This week’s open thread theme focus on the very little known history of black pirates and their role in adventures on the high seas. Concluding this series, I will talk about one the most notorious pirates that ever existed, Diego Grillo or in many incarnations Diego El Mulatto.
Diego el Mulato is the name given to several pirates who were active in the Caribbean during the 1600s.
A mulatto named Diego Grillo was born in Havana in 1557. He was captured by the English privateer Francis Drake in 1572, became a member of his crew, and was taken back to England by Drake.
On 15 May 1584 four privateer ships, two frigates and three pinnaces commanded by William Parker of Plymouth and Jérémie Raymond of Cherbourg intercepted the dispatch vessel of Francisco Rodriguez near Trujillo, Honduras. They learned from it that the nearby port of Puerto Caballos (Puerto Cortés) was vulnerable. A young slave named Diego el Mulato from the Spanish ship offered to help the privateers, and two days later guided a landing party that successfully took the town.

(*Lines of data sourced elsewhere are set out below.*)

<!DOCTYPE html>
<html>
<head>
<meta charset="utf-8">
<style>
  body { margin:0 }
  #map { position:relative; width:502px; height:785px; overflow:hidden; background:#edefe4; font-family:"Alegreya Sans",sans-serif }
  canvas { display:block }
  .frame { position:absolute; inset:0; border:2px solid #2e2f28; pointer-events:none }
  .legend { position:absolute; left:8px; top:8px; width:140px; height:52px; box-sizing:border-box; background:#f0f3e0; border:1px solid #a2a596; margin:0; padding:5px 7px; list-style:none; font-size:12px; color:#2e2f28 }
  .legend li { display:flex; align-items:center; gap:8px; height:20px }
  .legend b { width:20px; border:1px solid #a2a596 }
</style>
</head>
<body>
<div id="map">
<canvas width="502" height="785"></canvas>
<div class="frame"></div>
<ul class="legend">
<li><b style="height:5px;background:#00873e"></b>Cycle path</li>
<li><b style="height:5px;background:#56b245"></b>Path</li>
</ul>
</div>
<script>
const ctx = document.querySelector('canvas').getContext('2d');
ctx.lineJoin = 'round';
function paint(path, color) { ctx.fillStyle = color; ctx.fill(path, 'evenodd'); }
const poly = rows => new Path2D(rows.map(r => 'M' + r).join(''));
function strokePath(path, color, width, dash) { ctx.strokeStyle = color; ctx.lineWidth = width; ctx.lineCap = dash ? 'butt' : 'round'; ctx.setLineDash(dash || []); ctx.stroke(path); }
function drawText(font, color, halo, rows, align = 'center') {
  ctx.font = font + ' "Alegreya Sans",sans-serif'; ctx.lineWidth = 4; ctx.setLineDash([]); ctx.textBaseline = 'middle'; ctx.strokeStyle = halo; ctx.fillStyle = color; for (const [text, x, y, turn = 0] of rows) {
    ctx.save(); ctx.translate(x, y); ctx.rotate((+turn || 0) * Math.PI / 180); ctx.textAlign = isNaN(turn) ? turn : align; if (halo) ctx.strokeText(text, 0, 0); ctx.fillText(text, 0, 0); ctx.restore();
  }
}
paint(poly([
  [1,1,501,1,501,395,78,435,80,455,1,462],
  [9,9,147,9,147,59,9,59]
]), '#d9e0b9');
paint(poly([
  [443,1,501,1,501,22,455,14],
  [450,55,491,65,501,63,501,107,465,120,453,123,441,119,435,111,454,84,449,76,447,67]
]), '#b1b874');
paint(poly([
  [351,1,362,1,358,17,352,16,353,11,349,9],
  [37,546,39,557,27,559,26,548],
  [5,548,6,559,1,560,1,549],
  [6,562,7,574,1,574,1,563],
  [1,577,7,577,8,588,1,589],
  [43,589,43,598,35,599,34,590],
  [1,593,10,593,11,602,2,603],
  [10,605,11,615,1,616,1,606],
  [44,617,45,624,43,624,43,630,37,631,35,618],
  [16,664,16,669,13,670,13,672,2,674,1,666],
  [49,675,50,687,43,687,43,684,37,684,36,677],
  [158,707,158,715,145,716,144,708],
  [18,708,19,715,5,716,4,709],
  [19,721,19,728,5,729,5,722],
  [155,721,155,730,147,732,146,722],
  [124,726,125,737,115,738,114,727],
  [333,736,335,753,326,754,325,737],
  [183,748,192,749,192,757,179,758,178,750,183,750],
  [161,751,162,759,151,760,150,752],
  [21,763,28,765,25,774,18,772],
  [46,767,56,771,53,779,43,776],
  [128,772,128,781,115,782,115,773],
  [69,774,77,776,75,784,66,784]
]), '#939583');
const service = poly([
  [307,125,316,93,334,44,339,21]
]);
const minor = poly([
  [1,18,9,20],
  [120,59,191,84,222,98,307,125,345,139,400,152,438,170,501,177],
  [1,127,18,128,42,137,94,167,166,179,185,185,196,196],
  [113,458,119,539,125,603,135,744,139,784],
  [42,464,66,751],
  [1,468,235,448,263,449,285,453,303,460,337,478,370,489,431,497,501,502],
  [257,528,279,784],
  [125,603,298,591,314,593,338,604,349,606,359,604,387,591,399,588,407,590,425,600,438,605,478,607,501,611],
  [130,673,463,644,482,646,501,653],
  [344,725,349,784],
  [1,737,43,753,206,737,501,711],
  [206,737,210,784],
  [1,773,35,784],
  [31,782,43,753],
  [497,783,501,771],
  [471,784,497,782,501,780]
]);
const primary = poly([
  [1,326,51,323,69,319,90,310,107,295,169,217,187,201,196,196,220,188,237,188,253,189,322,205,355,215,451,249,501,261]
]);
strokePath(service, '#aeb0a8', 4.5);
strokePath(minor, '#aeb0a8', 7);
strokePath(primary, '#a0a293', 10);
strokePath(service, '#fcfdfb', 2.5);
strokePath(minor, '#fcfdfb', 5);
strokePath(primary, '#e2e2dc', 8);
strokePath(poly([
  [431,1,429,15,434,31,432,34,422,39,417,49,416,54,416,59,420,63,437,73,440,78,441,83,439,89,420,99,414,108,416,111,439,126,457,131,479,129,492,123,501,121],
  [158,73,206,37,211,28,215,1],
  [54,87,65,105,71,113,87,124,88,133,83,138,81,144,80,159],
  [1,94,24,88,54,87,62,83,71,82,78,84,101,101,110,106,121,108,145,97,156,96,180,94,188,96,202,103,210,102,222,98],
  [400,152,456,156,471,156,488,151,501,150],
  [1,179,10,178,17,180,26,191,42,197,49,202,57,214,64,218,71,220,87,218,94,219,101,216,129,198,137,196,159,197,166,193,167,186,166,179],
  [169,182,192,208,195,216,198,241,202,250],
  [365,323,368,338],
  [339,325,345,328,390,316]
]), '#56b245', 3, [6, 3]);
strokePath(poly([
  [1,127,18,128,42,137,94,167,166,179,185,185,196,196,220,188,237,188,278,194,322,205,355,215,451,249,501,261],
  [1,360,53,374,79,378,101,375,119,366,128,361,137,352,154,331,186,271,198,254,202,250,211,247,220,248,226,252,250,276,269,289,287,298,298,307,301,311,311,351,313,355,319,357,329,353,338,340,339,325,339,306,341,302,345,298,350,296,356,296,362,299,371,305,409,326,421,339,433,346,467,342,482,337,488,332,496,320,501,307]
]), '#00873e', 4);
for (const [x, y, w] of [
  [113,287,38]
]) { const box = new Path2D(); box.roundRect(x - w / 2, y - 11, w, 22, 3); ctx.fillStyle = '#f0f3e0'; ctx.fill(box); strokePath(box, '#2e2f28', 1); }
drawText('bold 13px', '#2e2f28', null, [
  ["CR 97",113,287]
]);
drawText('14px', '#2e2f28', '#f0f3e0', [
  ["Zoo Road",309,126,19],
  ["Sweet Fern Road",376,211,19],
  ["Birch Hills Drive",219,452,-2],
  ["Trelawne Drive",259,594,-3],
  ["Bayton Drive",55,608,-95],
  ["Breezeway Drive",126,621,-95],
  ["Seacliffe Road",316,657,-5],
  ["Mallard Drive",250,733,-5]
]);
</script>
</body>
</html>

Diego el Mulato Martín was a former slave from Havana who terrorized the Gulf of Mexico in the 1630s. He escaped from Havana in 1629 and took up the pirate’s trade. He was esteemed highly enough by his Dutch companions that within eight years he had become captain of a ship. In the early 1630s Daniel Elfrith invited Diego el Mulato to make his base on Providence Island, home of the puritan Providence Island colony. A force of ten or eleven ships and two sloops under the Dutch pirate Cornelis Jol and Diego el Mulato Martín attacked Campeche on 11 August 1633. The total force was 500 men. When the defenders of the city claimed that they did not have the money to pay the ransom, the pirates burned it down.
Thomas Gage, an English Dominican priest, wrote an account that mentions Diego el mulato. Gage arrived in Mexico in 1625, where he decided to abandon the religious life. He traveled in the region and accumulated wealth. Diego el mulato seized the ship that was carrying him back to England. Gage was unharmed and was allowed to keep some books and paintings, but lost all his other valuables. This robbery occurred in 1637. Gage said of him:
This mulatto, for some wrongs which had been offered unto him from some commanding Spaniards in Havana, ventured himself desperately in a boat out to sea, where were some Holland ships waiting for a prize. With God’s help getting unto them, he yielded himself to their mercy, which he esteemed far better than that of his own countrymen, promising to serve them faithfully against his own nation, which had most injuriously and wrongfully abused, yea, and whipped him in Havana…
The Spanish officials in Havana received a letter from Diego Martín in 1638 in which he said he greatly wanted to serve as a “valiant soldier of the king, our lord.” He said that he would guard the coasts of Cuba against the Dutch or any other ships, saying, “especially knowing that I am here very few would dare pass on to the Indies, for they certainly fear me.” The officials in Havana forwarded the offer to Spain, and recommended a royal pardon and the same salary as an admiral for Martín. Eventually he was given a royal commission so that he would turn his attention to the enemies of Spain.
Diego de los Reyes, known as Diego el Mulato Lucifer, was a native of Campeche. In 1642 he sacked Bacalar and Campeche on the Yucatán coast, where he “undressed [altar] images, chopped them to pieces with axes, and dressed up in mockery.” Some sources identify Diego de los Reyes with the Diego el Mulato described by Thomas Gage.
According to Diego López de Cogolludo, in his Historia de Yucatán, the attack on Campeche led to the viceroy of New Spain replacing General Fernando Centeno, governor of Yucatán. Centeno left for Mexico to complain about the decision, but died not far from Campeche. His wife, Doña Isabel de Caraveo, decided to continue on to Mexico. Her ship was captured by Diego’s forces, but when he found who she was, Diego gave doña Isabel an escort back to Campeche.
There are relatively few historical records of Diego el mulato Grillo, and they are not all consistent. Most sources agree that he was a mulatto from Havana. He made his base on Tortuga. In an engagement in the Old Bahama Channel he defeated three armed ships that attempted to capture him and killed all the Spaniards in the crew. He was captured and executed in 1673.
Diego el mulato was the subject of a novel by Justo Sierra O’Reilly, El filibustero, published in 1842. José Antonio Cisneros wrote a verse drama in three acts called Diego el Mulato that premiered on 2 June 1846 in the Teatro San Carlos in Mérida, Yucatán.